There was a knock on the door:
“Arrested delivered, sir.”
Karina stood up abruptly:
“I'll leave now.”
“Wait! I just wanted to tell you, Karina… you shouldn't blame me… you… you just haven't loved like that yet, that much. You didn’t fall in love. When you love, you don’t think about anything! You just want to be with this person and it doesn’t matter if he is “white” or “not white”, from your world or from someone else's! It doesn’t matter what is happening around, just you are together, that’s all. It’s hard for you to understand me, because you didn’t love anyone like that, for real, then I would look at you! When you love nothing is important, everything becomes unimportant! You are capable of folly and stupidity…”
“And you tell me that?!”
Kors grinned sadly.
“It's hard to imagine me falling in love and reckless, but I was young. I was different! It was so long ago, and love… Love… It explains everything. Yes, maybe it makes you make mistakes, but it justifies everything. And everything pays off!”
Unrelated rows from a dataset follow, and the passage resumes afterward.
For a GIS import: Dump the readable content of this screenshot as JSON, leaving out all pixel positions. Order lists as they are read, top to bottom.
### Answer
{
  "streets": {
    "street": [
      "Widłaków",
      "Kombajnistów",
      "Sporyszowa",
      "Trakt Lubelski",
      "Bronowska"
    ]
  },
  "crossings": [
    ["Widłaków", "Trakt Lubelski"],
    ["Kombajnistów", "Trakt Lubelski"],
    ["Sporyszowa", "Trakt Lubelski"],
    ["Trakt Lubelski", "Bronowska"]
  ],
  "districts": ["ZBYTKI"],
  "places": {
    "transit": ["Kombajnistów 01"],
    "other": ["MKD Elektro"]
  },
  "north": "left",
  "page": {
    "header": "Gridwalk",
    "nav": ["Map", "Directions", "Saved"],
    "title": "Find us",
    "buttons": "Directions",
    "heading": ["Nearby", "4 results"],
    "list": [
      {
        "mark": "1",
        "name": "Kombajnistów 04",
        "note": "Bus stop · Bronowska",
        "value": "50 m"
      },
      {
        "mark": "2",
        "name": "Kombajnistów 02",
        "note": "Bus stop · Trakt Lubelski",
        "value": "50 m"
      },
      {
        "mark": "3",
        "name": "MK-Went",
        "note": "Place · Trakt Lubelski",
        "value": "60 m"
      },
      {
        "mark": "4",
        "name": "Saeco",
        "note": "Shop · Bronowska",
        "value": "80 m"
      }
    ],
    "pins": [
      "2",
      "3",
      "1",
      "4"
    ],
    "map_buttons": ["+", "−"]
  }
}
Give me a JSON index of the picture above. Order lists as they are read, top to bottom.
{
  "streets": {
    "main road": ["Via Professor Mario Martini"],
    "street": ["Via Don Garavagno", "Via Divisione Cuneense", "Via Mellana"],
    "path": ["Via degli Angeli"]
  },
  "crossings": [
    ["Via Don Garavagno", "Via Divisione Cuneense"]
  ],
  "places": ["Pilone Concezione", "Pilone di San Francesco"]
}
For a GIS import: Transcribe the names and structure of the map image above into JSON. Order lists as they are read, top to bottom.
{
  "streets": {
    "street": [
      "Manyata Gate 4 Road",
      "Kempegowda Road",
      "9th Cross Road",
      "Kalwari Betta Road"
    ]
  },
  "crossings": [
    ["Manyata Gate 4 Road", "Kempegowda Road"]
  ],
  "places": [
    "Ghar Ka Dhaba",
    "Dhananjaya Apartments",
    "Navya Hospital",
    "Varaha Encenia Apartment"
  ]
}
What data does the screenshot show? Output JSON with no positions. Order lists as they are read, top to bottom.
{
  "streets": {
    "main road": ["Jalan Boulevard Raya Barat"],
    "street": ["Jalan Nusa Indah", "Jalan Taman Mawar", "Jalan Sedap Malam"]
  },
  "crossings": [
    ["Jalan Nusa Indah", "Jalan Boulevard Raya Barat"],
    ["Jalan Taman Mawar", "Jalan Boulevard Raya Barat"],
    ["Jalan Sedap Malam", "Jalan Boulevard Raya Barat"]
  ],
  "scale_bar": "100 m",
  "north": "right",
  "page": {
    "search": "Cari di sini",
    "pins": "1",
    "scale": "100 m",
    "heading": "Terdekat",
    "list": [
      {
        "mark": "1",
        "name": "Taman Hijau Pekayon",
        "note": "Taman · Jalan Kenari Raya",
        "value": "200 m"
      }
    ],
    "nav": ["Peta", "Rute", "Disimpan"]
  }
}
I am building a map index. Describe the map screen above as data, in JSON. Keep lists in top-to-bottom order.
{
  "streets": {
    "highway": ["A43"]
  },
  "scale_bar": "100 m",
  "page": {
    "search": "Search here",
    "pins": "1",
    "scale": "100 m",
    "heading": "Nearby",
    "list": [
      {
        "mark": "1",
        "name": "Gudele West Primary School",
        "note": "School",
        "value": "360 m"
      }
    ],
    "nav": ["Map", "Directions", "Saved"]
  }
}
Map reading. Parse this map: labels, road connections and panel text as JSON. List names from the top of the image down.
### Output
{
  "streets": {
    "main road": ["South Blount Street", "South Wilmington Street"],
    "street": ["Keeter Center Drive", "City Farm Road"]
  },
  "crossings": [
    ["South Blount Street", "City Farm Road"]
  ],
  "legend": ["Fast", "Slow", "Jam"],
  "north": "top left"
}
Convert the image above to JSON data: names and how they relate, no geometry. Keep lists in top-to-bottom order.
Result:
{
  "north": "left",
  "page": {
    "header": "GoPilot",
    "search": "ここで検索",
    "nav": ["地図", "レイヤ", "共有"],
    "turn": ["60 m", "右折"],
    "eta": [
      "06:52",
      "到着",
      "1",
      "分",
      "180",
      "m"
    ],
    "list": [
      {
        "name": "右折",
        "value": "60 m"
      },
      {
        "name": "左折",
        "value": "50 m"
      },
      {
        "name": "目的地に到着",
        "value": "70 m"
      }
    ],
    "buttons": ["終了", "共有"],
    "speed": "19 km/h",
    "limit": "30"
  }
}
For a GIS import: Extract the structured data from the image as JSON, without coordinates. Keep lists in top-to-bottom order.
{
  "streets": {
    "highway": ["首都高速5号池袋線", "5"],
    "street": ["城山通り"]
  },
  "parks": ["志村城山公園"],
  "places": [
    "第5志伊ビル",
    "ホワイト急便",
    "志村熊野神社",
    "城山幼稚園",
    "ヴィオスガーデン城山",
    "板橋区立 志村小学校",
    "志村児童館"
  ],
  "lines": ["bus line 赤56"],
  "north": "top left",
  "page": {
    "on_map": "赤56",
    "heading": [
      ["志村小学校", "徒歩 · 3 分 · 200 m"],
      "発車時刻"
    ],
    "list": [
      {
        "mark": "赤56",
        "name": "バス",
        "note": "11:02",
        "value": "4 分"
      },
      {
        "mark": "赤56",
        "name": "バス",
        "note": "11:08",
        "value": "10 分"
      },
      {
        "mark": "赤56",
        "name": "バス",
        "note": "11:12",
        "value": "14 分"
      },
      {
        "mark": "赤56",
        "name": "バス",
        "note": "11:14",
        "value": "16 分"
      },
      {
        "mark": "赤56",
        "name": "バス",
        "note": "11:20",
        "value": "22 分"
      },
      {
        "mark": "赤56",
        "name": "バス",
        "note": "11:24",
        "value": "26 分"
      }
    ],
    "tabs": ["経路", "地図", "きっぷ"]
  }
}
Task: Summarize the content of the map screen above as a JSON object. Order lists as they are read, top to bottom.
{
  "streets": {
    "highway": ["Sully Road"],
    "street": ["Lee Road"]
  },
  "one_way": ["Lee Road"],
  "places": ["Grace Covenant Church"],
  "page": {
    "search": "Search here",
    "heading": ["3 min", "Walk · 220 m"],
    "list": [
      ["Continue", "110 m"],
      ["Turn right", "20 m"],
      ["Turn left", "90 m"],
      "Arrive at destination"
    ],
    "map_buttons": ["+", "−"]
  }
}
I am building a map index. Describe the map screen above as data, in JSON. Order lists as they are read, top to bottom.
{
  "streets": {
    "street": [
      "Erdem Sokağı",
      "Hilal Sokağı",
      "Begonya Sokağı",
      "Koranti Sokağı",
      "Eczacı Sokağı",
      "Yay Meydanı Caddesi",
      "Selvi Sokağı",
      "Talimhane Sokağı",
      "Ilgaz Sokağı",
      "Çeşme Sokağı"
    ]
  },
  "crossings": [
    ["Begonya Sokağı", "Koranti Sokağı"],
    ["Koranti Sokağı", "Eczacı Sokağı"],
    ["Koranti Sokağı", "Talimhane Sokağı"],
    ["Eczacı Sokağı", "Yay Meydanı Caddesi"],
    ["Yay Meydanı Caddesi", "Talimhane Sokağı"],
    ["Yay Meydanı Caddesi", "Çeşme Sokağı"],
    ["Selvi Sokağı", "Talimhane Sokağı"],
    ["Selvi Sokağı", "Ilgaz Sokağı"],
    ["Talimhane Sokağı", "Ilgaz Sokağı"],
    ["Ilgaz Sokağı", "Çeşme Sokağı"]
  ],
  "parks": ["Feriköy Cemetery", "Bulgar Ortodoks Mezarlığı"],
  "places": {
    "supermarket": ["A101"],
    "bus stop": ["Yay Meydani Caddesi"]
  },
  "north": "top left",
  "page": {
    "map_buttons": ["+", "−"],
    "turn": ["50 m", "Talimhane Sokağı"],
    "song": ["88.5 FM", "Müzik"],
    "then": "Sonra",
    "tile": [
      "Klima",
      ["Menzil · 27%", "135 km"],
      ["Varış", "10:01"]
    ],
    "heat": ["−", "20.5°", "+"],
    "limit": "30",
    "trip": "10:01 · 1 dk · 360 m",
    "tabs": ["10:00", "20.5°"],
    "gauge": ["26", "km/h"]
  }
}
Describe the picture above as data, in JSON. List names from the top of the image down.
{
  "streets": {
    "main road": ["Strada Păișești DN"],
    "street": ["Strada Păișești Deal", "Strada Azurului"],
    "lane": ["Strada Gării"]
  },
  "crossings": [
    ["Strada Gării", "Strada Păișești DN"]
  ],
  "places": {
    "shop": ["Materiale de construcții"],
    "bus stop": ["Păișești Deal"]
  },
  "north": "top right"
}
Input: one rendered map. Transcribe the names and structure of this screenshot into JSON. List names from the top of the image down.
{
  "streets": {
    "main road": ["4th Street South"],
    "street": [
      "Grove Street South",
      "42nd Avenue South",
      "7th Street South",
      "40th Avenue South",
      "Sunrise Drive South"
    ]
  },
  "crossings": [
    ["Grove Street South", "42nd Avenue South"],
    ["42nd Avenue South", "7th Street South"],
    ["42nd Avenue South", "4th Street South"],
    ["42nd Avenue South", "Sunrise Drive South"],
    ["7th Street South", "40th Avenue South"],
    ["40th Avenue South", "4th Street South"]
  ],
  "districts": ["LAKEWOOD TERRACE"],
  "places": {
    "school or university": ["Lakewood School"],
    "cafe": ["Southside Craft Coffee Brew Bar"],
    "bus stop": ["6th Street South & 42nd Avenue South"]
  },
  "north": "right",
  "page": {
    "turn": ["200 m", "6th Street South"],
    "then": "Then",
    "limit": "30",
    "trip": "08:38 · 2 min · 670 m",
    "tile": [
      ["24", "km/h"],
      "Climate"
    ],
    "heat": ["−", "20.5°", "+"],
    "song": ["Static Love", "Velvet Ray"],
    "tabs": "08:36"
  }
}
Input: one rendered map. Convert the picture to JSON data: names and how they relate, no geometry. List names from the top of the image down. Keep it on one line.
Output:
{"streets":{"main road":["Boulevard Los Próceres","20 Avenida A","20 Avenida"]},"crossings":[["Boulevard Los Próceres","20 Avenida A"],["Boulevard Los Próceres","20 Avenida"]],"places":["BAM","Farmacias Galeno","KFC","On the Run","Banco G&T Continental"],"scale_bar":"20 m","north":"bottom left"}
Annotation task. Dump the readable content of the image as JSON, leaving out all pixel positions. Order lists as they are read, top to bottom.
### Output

“And… and is it more important than duty?”
“And where is the duty?! What are you talking about? What do you mean? If you're talking about Prince Arel and his notes, again, no! This is not love! This is your whim, and it doesn’t mean anything!”
“I'm not talking about Arel…”
“Karina? Karina! What's the matter? Where are you going?!”
Chapter three
Vitor Kors and Nikto
The convoy, habitually following a long-established rule, roughly pushed Nikto into the room. Here, Vitor Kors usually conducted interrogations of the accused.
Lame Nikto stumbled and nearly fell, moreover, one of the guards forcefully pushed him in the back, and the other indifferently hit the legs with a stick.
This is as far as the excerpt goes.